● AIM OF THE TASK:
Please report every line of the listing below that has the word "primary" in it.

● DATA PROVIDED:
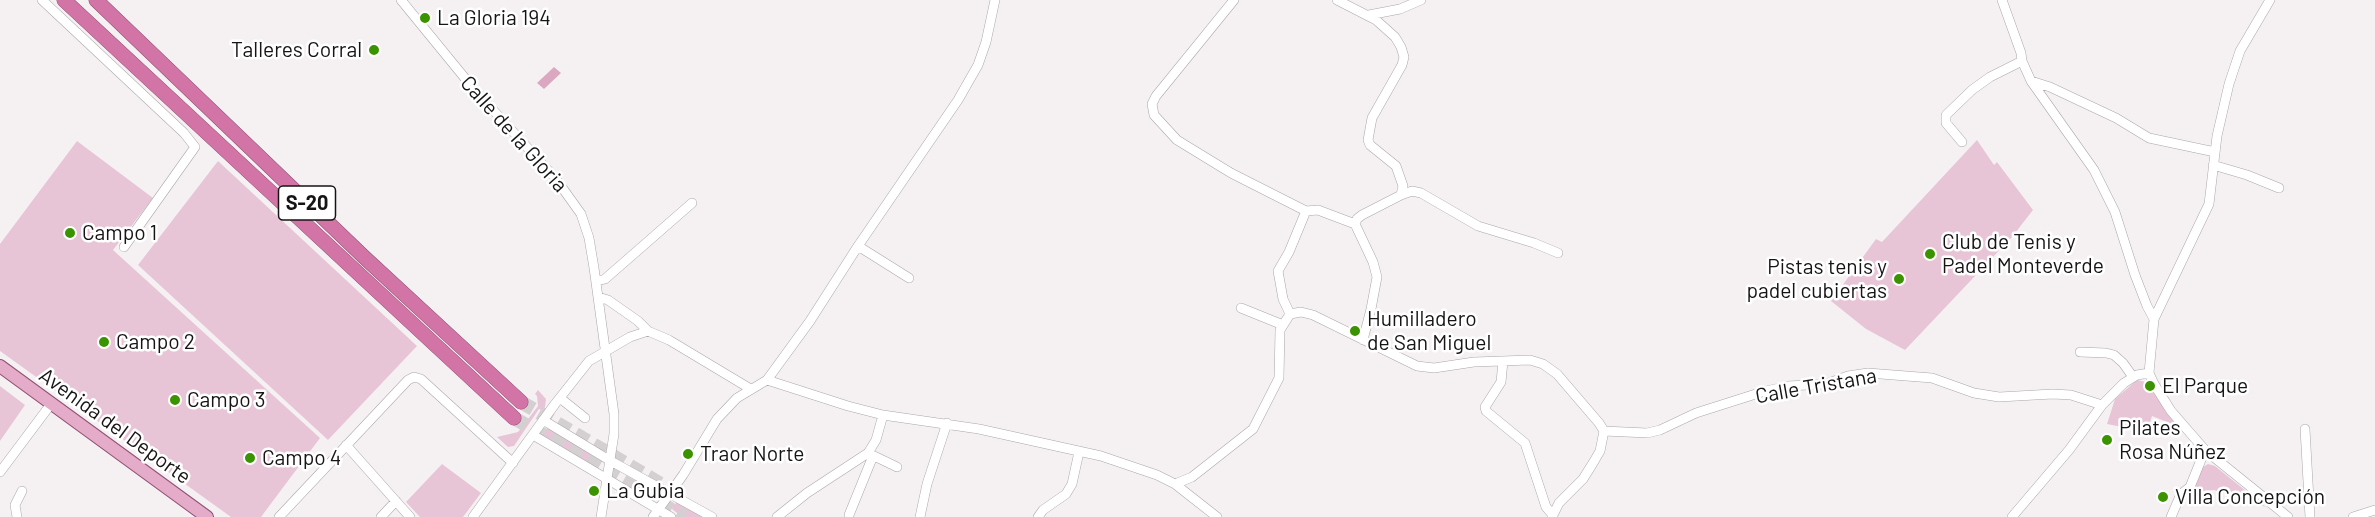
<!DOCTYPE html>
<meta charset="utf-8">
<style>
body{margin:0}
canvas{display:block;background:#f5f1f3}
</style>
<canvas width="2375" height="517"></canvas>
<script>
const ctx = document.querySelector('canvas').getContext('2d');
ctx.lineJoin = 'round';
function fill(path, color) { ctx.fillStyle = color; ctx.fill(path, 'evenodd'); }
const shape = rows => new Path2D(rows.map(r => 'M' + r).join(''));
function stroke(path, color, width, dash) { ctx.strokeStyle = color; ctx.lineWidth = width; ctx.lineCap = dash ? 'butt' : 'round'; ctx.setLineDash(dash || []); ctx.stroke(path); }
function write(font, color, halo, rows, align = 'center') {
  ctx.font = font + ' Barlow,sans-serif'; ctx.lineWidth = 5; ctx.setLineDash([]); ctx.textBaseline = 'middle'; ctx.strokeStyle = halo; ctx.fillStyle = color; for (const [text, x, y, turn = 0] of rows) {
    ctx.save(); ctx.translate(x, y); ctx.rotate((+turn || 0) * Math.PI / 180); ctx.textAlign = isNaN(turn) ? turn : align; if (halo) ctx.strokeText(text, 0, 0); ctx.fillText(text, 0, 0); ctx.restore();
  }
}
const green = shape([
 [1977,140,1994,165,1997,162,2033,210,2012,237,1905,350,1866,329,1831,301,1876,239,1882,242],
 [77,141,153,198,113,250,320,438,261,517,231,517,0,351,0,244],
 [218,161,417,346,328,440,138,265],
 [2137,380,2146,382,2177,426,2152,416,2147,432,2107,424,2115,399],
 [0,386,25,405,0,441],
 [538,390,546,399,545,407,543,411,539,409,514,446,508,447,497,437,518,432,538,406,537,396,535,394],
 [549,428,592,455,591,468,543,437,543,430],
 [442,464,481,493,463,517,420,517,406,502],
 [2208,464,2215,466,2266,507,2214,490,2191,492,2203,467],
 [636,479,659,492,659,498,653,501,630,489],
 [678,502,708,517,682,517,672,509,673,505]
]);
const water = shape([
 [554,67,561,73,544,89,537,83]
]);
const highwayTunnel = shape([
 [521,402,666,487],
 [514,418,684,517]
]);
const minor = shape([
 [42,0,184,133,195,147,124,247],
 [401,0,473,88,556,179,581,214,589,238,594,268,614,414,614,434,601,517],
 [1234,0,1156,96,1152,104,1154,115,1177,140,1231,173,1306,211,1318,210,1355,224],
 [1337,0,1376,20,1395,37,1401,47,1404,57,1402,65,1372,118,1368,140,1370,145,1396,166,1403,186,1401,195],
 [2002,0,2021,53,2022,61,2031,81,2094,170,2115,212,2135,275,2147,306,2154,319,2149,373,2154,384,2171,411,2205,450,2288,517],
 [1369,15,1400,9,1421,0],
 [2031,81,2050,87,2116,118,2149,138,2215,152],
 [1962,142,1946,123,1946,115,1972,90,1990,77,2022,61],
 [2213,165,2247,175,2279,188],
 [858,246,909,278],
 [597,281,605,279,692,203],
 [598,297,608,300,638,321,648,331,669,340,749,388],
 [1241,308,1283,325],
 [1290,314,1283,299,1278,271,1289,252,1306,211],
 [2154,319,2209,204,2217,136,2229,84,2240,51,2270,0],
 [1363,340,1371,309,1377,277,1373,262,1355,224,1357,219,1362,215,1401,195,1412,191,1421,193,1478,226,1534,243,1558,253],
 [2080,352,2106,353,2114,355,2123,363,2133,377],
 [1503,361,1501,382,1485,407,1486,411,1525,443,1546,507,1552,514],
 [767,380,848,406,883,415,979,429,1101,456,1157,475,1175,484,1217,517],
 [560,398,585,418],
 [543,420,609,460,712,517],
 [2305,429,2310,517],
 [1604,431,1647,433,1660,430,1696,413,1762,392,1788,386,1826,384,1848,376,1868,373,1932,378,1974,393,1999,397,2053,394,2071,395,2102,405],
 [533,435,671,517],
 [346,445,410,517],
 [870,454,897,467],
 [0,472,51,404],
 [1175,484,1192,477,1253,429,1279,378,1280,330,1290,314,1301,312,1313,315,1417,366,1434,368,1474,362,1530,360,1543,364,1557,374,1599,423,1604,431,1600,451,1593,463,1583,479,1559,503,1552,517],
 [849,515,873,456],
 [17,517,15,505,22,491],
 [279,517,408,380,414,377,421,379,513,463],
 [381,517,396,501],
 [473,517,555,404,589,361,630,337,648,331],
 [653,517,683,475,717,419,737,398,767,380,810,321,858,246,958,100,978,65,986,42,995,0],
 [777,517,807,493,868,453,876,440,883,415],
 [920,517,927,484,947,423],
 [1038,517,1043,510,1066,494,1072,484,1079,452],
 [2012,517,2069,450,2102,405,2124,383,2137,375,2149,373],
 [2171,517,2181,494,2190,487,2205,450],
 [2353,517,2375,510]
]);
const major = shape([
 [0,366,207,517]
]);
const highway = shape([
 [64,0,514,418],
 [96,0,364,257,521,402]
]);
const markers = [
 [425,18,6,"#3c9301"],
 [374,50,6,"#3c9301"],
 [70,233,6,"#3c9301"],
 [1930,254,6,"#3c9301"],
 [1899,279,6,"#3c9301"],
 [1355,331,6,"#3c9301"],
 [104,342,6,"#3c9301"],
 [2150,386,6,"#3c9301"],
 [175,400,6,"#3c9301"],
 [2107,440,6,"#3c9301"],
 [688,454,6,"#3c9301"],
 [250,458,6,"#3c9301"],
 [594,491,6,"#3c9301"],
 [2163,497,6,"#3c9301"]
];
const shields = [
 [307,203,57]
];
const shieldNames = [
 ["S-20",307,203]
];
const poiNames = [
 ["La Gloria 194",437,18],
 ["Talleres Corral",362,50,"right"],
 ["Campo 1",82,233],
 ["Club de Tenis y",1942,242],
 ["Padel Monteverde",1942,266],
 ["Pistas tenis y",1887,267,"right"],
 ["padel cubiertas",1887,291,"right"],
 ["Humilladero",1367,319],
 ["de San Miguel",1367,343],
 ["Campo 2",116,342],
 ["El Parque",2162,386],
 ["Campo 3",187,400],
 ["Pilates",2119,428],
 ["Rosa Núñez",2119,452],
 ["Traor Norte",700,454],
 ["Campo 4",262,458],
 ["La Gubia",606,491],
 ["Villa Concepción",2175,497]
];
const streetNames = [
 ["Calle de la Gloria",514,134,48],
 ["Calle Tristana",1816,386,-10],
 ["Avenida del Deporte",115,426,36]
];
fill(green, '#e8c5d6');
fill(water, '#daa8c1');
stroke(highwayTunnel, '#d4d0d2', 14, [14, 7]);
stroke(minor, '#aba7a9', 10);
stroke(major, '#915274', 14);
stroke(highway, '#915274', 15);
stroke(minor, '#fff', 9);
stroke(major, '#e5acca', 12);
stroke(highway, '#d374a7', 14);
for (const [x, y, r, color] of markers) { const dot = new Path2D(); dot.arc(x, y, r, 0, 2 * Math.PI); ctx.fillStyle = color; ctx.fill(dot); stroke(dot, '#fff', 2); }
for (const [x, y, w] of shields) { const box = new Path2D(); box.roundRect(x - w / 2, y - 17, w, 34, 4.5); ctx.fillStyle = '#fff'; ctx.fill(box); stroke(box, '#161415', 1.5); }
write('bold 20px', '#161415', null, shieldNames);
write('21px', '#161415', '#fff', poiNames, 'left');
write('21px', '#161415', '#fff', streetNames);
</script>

...

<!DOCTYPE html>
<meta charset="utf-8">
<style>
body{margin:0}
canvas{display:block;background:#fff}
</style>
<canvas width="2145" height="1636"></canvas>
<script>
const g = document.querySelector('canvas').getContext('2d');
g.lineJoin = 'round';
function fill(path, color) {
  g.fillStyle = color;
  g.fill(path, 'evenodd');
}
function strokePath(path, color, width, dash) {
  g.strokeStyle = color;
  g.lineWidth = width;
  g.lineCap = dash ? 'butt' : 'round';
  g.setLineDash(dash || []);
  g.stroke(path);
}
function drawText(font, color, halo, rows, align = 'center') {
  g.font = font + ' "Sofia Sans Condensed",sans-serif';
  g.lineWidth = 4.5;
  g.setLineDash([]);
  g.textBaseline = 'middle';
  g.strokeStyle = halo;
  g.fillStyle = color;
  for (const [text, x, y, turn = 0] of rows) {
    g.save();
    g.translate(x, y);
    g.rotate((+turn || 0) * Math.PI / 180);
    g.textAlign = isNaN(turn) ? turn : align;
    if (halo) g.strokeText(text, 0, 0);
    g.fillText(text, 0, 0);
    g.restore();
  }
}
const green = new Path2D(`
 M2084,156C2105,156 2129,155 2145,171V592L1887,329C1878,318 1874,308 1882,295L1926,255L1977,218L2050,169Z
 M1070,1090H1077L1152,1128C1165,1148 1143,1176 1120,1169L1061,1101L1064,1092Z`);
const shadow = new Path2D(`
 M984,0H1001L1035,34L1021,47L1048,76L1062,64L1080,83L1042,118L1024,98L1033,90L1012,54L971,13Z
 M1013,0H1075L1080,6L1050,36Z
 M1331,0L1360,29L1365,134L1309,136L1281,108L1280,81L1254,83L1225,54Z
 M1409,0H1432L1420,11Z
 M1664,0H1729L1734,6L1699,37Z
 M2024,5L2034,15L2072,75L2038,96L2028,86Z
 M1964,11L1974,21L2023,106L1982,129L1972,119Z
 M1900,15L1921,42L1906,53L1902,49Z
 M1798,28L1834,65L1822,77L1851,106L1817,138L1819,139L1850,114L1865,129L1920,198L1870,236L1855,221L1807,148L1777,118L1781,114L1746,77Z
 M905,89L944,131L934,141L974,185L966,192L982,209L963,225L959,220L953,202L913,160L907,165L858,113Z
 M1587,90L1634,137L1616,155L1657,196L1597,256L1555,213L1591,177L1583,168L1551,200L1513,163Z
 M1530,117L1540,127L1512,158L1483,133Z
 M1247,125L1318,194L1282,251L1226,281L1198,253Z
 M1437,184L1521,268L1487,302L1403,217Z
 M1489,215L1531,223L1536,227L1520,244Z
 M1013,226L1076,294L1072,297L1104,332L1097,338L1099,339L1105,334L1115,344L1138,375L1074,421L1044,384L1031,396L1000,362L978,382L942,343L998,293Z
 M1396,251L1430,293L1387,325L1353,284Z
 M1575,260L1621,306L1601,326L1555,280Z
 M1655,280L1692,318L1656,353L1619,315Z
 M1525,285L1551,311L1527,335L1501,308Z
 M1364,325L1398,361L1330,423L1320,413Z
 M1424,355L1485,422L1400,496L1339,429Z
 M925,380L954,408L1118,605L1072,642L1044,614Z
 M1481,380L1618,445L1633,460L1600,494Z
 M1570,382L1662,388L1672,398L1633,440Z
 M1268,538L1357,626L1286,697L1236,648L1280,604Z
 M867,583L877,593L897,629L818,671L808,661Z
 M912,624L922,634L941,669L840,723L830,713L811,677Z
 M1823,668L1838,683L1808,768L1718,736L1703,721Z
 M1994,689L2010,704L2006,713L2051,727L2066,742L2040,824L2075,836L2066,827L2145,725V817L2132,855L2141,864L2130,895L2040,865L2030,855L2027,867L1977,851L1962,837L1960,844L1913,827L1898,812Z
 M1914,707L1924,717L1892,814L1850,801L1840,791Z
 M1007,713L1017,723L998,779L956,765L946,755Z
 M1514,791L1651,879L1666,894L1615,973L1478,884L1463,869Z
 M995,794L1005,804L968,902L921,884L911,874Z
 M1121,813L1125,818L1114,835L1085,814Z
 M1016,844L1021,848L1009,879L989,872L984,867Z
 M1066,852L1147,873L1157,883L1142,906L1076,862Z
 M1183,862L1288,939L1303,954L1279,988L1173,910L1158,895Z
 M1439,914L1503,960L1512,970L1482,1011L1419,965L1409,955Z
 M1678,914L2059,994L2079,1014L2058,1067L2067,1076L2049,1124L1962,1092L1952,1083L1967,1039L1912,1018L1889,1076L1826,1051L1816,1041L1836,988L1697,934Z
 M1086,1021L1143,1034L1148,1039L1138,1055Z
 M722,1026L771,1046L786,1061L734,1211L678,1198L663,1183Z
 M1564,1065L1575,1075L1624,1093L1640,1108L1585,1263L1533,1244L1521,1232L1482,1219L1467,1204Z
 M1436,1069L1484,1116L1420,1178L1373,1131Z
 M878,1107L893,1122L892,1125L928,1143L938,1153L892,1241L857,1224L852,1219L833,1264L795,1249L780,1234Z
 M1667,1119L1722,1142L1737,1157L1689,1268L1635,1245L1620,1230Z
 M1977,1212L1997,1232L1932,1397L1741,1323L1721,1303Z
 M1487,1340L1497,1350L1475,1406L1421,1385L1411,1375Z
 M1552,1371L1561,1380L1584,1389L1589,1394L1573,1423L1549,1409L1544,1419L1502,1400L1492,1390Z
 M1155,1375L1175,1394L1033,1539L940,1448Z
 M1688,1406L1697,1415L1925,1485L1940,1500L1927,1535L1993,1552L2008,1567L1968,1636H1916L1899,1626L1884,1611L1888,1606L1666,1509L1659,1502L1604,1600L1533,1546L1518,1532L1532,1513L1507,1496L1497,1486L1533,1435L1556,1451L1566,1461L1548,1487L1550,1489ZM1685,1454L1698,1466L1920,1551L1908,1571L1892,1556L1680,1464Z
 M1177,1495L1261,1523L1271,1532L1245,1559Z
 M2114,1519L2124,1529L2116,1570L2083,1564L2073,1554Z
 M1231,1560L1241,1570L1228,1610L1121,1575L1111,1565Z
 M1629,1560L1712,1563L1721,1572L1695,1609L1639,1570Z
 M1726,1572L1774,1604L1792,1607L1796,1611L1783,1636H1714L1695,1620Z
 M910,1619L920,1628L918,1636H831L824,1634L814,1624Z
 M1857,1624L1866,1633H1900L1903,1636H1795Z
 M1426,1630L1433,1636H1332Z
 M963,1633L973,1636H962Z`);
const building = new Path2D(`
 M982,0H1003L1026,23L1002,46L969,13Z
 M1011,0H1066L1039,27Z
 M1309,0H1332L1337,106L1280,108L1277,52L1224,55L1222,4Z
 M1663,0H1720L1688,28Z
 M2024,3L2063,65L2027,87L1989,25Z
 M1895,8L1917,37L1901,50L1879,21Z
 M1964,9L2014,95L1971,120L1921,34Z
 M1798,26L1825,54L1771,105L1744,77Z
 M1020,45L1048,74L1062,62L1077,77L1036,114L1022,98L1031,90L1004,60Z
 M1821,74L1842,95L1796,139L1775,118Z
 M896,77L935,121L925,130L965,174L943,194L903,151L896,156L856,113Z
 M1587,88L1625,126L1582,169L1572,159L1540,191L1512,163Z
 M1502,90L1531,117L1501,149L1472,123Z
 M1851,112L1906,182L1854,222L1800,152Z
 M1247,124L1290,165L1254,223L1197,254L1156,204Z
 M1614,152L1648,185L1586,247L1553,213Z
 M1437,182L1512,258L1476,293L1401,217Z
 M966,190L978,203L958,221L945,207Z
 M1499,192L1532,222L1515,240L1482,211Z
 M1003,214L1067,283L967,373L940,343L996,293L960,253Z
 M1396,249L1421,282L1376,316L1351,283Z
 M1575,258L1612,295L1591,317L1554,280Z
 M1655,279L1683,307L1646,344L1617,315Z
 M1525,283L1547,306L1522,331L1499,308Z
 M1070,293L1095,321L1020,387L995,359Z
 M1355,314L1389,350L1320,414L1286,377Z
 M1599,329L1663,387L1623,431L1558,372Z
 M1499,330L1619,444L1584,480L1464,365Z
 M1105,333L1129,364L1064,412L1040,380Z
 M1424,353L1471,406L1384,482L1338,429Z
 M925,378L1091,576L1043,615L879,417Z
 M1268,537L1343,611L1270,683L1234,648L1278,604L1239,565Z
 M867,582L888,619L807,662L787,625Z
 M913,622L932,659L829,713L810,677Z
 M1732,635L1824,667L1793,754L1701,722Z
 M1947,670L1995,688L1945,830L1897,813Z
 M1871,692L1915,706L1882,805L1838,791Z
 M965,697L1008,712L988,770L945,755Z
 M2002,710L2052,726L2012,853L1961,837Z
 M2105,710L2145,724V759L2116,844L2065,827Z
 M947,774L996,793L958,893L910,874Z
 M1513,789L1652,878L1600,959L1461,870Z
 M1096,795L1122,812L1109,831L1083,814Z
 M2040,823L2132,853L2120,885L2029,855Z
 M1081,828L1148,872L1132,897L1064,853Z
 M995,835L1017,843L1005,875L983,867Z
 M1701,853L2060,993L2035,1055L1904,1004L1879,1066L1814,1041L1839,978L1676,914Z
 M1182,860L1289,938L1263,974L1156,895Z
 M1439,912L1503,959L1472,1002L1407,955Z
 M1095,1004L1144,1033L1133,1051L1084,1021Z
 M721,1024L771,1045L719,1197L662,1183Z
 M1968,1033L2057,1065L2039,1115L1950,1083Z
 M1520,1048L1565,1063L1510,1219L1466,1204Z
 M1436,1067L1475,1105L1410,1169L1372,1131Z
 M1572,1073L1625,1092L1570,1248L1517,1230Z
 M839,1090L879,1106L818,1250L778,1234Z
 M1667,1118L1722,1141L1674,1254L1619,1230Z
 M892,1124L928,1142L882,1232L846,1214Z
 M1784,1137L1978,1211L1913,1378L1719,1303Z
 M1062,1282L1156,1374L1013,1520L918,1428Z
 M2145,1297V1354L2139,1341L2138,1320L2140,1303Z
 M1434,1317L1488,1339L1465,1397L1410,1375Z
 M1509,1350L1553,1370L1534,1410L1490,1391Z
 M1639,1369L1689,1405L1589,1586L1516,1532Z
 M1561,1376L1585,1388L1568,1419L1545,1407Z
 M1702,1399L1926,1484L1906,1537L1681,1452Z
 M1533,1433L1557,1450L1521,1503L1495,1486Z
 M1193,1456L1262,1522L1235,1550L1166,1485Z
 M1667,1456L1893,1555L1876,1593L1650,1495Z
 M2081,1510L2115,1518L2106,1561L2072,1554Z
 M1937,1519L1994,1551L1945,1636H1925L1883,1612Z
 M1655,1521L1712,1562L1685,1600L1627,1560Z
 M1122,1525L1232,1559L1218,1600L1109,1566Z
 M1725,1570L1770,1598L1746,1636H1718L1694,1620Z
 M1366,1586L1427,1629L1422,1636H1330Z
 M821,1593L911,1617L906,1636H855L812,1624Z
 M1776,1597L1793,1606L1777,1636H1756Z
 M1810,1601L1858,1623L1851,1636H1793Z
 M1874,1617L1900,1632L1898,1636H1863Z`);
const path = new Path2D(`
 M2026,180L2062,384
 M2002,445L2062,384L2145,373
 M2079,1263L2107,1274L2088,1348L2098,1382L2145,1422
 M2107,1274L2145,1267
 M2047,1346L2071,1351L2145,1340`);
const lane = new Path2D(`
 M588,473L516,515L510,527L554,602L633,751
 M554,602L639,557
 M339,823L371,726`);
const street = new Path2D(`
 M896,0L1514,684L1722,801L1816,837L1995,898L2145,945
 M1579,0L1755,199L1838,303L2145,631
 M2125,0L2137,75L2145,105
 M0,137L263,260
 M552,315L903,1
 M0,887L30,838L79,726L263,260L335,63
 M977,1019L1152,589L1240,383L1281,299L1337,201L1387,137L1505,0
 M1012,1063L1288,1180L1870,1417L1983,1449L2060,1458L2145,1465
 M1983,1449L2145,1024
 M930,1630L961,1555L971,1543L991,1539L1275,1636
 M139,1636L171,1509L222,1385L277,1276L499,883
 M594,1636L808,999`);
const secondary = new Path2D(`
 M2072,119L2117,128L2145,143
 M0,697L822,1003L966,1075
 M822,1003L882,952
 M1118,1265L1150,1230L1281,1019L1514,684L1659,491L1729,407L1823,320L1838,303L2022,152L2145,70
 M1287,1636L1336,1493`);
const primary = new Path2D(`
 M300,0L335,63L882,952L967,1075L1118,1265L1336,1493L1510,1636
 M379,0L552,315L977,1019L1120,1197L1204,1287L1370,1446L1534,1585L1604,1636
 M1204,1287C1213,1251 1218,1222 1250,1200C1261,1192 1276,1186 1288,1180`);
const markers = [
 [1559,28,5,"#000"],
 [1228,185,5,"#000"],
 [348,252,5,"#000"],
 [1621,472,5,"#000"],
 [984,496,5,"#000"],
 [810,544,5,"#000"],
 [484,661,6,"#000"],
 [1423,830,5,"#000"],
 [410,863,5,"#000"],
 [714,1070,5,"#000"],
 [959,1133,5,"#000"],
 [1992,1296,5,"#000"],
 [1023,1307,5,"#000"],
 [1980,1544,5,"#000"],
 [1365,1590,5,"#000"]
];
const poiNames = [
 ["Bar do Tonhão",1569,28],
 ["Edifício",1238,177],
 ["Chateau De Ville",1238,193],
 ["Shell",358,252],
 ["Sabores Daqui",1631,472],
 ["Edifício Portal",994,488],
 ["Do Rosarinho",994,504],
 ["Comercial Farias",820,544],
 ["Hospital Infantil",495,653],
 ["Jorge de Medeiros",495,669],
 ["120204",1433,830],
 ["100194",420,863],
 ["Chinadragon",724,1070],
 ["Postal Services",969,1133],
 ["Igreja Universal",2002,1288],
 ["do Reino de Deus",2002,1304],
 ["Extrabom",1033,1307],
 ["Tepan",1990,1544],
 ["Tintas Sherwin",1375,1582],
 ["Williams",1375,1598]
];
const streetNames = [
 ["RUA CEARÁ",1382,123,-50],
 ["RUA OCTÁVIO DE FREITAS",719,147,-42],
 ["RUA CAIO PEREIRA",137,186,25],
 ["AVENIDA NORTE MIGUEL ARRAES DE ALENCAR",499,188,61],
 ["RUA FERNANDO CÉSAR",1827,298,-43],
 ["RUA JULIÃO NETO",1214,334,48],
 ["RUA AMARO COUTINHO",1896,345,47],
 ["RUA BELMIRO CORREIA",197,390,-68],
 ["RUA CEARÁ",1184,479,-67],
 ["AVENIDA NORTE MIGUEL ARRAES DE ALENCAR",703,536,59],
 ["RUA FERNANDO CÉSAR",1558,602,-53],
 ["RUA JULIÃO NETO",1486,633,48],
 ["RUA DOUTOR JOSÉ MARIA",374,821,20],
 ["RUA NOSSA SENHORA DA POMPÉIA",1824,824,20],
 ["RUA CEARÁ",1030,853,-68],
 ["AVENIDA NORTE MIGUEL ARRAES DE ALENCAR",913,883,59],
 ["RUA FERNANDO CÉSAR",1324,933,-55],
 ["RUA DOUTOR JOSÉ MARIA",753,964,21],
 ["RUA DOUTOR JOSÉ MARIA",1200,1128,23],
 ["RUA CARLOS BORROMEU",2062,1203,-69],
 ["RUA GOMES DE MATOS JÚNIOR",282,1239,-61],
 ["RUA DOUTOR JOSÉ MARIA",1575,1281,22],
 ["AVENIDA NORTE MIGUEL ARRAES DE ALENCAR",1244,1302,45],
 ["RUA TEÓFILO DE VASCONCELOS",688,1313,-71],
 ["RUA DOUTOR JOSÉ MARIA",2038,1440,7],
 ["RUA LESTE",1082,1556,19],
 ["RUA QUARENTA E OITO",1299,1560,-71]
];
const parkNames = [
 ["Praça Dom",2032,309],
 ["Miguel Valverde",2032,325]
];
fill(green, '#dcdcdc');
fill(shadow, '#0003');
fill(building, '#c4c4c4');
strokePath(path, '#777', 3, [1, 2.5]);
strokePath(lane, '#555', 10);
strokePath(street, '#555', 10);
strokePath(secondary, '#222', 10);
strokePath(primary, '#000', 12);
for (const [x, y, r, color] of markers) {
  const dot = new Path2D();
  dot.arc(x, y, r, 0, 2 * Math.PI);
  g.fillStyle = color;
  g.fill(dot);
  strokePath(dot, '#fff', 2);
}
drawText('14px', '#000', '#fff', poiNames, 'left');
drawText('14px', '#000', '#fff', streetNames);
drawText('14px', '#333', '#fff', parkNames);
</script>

● OUTPUT FOR THIS EXERCISE:
const primary = new Path2D(`
strokePath(primary, '#000', 12);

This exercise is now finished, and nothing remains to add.